#### WHAT YOU WILL DO:
Where a line in the material below has the string "grid", please report it.
*** TASK INPUTS Section Begins ***
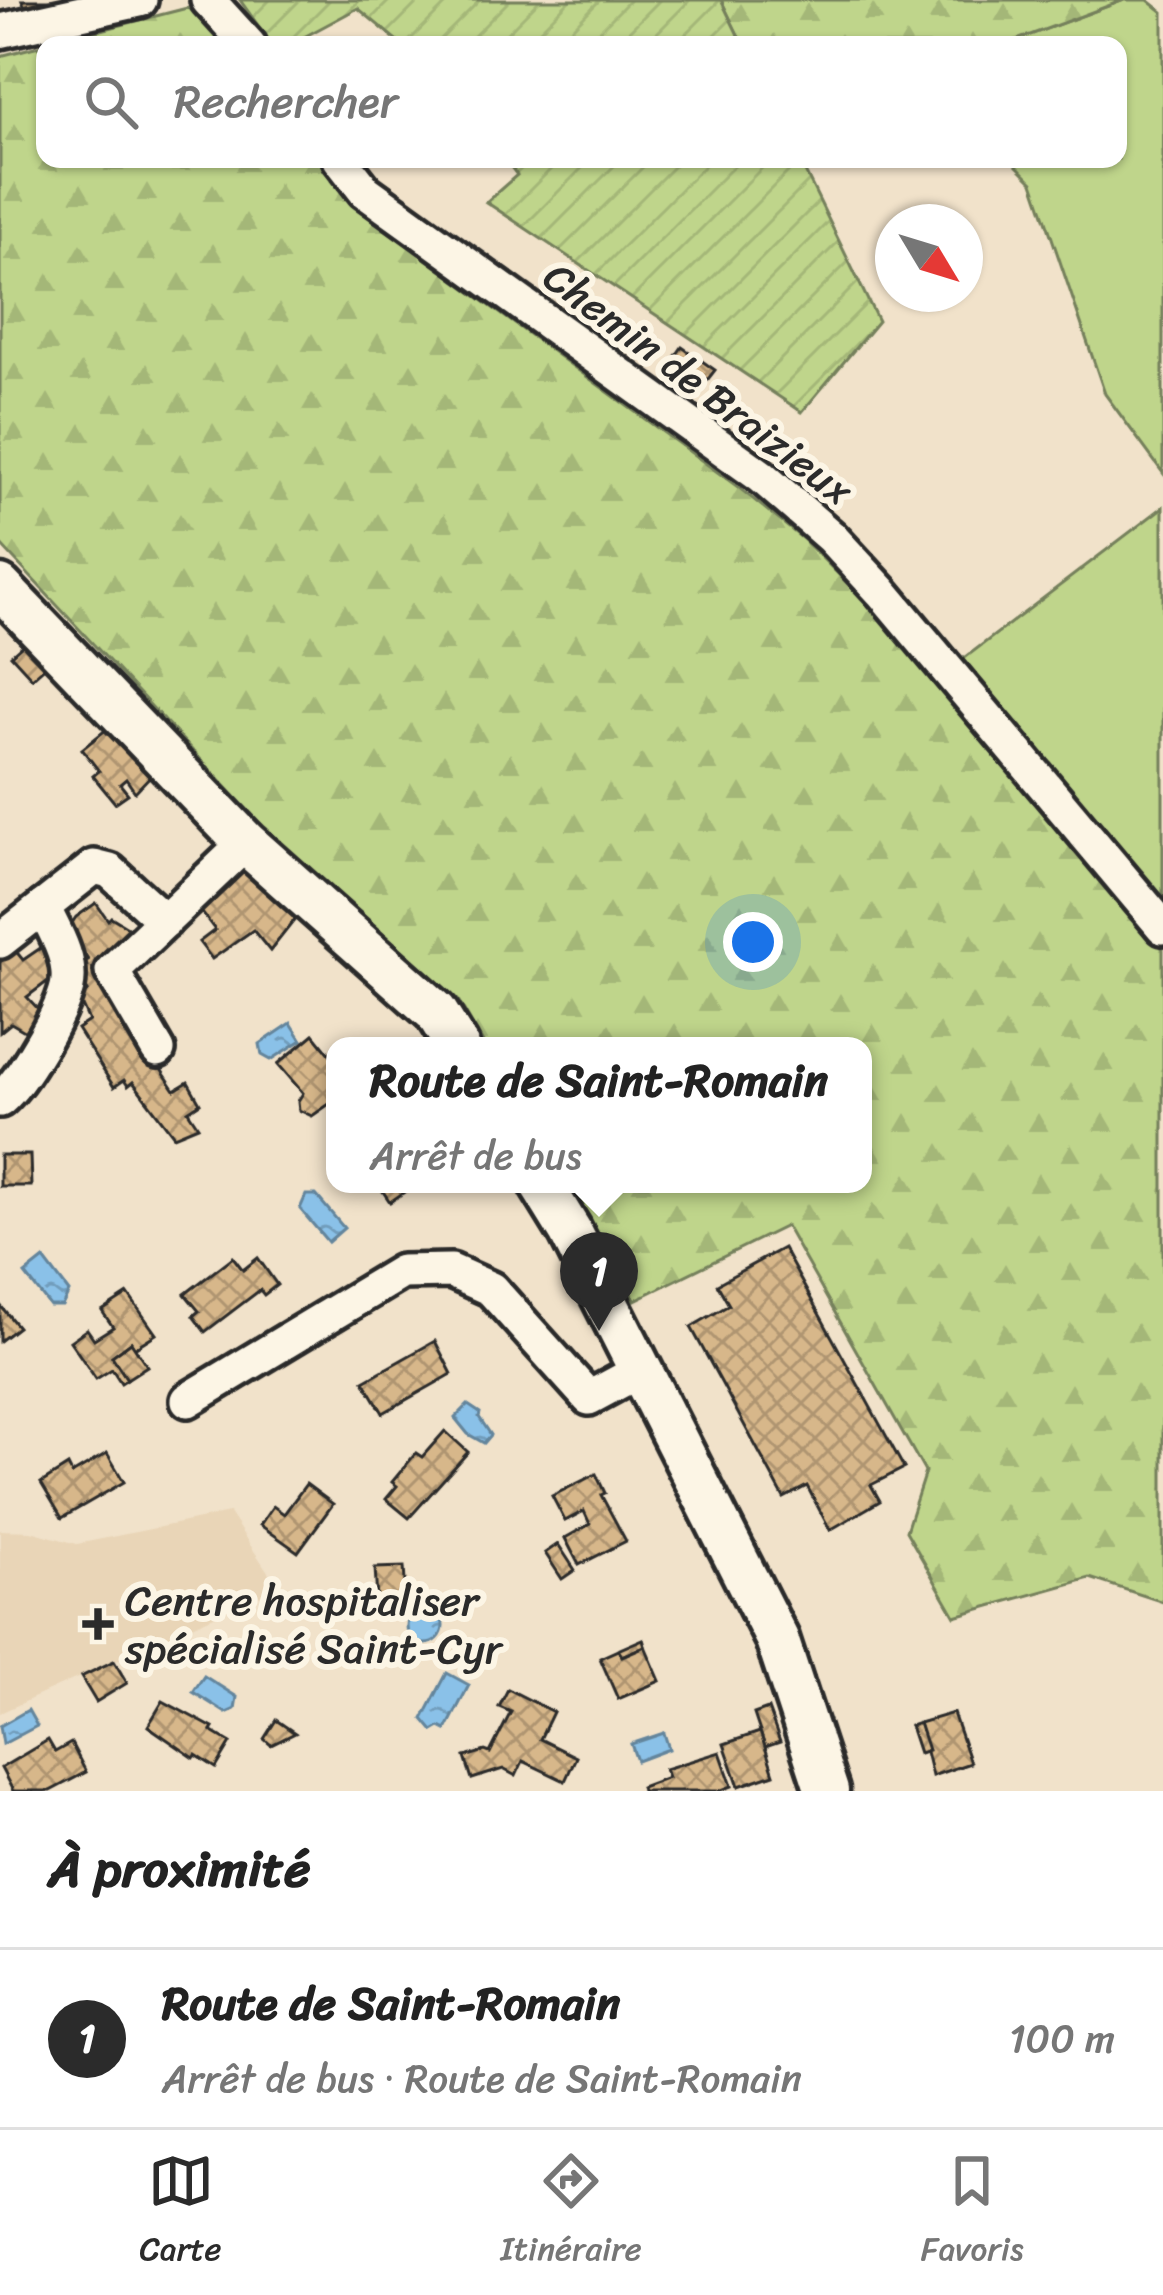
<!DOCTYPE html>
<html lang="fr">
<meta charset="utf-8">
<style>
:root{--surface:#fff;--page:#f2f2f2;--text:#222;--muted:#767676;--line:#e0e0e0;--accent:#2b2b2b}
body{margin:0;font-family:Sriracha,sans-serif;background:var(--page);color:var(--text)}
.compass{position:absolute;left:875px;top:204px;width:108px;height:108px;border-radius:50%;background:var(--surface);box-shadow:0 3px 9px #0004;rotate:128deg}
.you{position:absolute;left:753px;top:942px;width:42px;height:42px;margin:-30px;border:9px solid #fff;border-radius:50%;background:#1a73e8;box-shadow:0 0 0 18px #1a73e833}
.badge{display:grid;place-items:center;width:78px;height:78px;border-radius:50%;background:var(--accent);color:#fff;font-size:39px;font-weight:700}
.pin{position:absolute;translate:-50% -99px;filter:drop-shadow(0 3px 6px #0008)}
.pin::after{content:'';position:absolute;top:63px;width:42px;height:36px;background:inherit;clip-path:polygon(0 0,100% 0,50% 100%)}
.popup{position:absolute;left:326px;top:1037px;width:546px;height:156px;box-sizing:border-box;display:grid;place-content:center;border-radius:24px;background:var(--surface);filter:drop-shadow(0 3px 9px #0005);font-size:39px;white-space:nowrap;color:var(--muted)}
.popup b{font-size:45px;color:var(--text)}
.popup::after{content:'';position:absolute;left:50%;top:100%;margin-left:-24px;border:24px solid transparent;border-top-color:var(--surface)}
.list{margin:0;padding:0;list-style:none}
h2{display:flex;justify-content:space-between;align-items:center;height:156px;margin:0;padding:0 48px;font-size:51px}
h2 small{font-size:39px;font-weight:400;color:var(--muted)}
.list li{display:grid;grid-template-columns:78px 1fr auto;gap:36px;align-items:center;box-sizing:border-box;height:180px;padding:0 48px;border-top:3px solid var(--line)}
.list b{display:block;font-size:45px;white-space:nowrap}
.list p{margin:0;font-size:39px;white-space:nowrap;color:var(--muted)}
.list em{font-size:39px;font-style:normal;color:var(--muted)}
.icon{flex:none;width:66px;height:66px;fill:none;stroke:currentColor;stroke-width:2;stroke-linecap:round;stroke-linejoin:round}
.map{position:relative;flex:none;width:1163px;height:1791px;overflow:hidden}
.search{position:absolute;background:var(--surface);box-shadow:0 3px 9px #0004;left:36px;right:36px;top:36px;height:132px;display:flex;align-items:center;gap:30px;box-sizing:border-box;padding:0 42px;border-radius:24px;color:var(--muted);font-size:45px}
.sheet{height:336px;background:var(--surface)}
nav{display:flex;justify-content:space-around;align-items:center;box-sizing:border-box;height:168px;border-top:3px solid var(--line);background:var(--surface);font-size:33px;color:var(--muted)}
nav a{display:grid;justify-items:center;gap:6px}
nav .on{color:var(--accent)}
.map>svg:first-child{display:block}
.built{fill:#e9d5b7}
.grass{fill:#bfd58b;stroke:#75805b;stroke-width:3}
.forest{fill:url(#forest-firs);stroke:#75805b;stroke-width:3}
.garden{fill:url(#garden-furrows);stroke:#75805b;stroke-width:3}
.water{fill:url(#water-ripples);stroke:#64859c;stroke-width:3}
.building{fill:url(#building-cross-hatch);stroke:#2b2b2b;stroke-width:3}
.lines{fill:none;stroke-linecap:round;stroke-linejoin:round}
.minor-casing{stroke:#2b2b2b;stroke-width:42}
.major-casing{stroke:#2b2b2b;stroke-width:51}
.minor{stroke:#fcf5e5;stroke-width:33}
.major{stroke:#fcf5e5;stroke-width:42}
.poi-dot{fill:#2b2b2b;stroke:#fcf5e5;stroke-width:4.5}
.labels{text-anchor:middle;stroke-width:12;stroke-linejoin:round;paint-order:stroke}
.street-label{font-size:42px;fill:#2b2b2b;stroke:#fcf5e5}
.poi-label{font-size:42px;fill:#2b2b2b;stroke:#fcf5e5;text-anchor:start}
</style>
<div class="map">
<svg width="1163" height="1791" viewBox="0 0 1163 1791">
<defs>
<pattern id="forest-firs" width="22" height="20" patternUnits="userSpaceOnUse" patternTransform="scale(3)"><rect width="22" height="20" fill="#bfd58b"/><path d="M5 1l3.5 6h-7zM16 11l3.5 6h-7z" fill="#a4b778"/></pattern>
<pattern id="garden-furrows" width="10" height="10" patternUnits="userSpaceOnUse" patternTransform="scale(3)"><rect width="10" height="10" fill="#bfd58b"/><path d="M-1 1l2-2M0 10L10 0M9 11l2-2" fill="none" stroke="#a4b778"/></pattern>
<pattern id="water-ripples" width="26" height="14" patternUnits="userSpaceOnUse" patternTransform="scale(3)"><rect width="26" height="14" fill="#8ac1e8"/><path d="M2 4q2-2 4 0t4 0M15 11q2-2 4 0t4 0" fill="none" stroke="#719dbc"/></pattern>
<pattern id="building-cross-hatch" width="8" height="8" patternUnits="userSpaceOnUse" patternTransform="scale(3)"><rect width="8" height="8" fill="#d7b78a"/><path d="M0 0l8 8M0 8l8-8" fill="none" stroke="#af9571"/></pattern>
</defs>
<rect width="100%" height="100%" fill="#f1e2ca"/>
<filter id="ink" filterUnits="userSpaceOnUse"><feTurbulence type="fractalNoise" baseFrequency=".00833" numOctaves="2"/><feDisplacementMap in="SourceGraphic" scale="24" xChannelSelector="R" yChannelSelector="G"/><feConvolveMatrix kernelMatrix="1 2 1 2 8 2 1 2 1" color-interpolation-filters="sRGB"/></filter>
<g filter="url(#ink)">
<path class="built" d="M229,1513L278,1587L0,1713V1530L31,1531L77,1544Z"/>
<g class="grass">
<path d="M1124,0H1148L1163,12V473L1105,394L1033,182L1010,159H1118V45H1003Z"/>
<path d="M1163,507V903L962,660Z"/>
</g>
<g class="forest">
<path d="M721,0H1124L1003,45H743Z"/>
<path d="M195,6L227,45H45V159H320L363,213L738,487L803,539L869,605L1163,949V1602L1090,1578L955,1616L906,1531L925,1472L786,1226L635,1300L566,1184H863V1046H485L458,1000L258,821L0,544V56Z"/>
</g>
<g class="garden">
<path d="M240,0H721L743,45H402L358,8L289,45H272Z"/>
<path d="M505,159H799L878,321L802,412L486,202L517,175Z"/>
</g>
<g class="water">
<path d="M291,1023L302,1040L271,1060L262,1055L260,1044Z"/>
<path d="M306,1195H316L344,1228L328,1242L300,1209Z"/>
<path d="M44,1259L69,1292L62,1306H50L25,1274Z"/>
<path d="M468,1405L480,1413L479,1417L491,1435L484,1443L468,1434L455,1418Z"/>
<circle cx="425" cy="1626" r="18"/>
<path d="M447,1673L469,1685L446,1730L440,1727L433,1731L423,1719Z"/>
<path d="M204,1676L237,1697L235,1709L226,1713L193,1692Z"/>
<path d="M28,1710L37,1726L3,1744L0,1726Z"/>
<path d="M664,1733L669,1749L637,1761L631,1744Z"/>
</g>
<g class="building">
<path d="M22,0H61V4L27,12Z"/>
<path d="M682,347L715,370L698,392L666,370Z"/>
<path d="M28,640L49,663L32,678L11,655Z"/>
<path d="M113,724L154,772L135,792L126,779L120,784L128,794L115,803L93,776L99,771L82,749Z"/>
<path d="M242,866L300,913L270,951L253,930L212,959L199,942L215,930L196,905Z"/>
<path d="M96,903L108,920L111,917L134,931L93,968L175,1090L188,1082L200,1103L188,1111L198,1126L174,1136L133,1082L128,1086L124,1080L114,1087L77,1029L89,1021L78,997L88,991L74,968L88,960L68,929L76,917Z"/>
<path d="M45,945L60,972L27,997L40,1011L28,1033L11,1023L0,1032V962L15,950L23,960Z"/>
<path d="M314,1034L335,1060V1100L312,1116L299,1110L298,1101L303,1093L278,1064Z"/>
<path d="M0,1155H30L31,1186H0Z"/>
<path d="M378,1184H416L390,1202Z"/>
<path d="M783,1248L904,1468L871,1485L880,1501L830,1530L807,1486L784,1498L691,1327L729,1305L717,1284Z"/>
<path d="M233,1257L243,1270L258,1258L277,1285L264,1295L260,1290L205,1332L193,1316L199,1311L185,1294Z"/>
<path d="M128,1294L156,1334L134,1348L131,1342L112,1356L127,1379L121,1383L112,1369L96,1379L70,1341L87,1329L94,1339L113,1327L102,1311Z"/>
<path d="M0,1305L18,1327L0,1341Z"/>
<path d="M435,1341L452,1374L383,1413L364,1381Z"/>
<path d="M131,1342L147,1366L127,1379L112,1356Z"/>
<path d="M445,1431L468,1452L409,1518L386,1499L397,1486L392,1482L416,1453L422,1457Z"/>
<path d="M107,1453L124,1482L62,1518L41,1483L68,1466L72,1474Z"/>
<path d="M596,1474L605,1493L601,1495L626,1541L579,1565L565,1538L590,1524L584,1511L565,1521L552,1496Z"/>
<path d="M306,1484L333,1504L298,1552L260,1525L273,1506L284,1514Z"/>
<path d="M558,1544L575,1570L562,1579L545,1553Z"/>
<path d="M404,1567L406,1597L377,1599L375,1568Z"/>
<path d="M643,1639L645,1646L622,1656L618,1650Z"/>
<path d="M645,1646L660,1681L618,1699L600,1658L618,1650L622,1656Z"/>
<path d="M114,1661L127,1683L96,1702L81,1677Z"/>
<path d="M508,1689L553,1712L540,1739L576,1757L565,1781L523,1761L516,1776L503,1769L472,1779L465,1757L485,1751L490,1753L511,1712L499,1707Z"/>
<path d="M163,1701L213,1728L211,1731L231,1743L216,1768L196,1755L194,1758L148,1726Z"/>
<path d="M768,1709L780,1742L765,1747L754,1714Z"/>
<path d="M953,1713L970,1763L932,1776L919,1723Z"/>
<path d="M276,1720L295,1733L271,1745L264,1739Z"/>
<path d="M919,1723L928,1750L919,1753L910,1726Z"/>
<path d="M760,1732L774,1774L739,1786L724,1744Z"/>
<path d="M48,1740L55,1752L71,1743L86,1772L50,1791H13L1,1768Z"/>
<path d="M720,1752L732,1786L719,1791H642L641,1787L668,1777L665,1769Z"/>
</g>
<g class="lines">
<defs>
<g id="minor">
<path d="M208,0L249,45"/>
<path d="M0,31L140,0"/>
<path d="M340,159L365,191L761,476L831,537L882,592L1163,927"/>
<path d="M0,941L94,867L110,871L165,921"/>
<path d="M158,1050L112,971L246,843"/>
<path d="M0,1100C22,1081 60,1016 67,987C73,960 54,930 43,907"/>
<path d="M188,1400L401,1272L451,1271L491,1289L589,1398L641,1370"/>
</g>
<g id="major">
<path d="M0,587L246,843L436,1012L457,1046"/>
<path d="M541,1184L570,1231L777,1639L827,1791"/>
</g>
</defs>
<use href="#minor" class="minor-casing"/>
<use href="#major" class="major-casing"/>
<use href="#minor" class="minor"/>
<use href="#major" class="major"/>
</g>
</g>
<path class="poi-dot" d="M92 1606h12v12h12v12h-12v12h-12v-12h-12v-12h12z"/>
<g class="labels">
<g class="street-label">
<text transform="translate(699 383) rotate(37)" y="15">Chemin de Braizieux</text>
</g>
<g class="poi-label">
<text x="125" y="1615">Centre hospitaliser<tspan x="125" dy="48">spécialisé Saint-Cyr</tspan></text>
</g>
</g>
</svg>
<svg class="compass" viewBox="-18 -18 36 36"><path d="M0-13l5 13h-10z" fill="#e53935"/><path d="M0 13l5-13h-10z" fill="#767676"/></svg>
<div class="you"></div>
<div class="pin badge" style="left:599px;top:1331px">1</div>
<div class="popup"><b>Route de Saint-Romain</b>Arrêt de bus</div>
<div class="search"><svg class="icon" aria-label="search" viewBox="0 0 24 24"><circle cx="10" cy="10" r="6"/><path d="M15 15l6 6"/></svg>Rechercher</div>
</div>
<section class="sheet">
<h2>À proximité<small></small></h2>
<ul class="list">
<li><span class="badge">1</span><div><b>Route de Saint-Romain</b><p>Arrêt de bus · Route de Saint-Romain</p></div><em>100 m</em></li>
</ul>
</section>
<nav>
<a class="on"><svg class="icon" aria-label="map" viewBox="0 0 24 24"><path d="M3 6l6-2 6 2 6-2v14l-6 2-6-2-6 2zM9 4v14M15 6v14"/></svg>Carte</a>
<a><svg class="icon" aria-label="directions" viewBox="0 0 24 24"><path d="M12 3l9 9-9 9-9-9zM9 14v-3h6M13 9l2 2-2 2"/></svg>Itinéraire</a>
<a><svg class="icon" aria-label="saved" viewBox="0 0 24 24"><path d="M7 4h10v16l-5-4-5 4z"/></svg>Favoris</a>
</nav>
*** TASK INPUTS Section Ends ***
#### REPLY:
.badge{display:grid;place-items:center;width:78px;height:78px;border-radius:50%;background:var(--accent);color:#fff;font-size:39px;font-weight:700}
.popup{position:absolute;left:326px;top:1037px;width:546px;height:156px;box-sizing:border-box;display:grid;place-content:center;border-radius:24px;background:var(--surface);filter:drop-shadow(0 3px 9px #0005);font-size:39px;white-space:nowrap;color:var(--muted)}
.list li{display:grid;grid-template-columns:78px 1fr auto;gap:36px;align-items:center;box-sizing:border-box;height:180px;padding:0 48px;border-top:3px solid var(--line)}
nav a{display:grid;justify-items:center;gap:6px}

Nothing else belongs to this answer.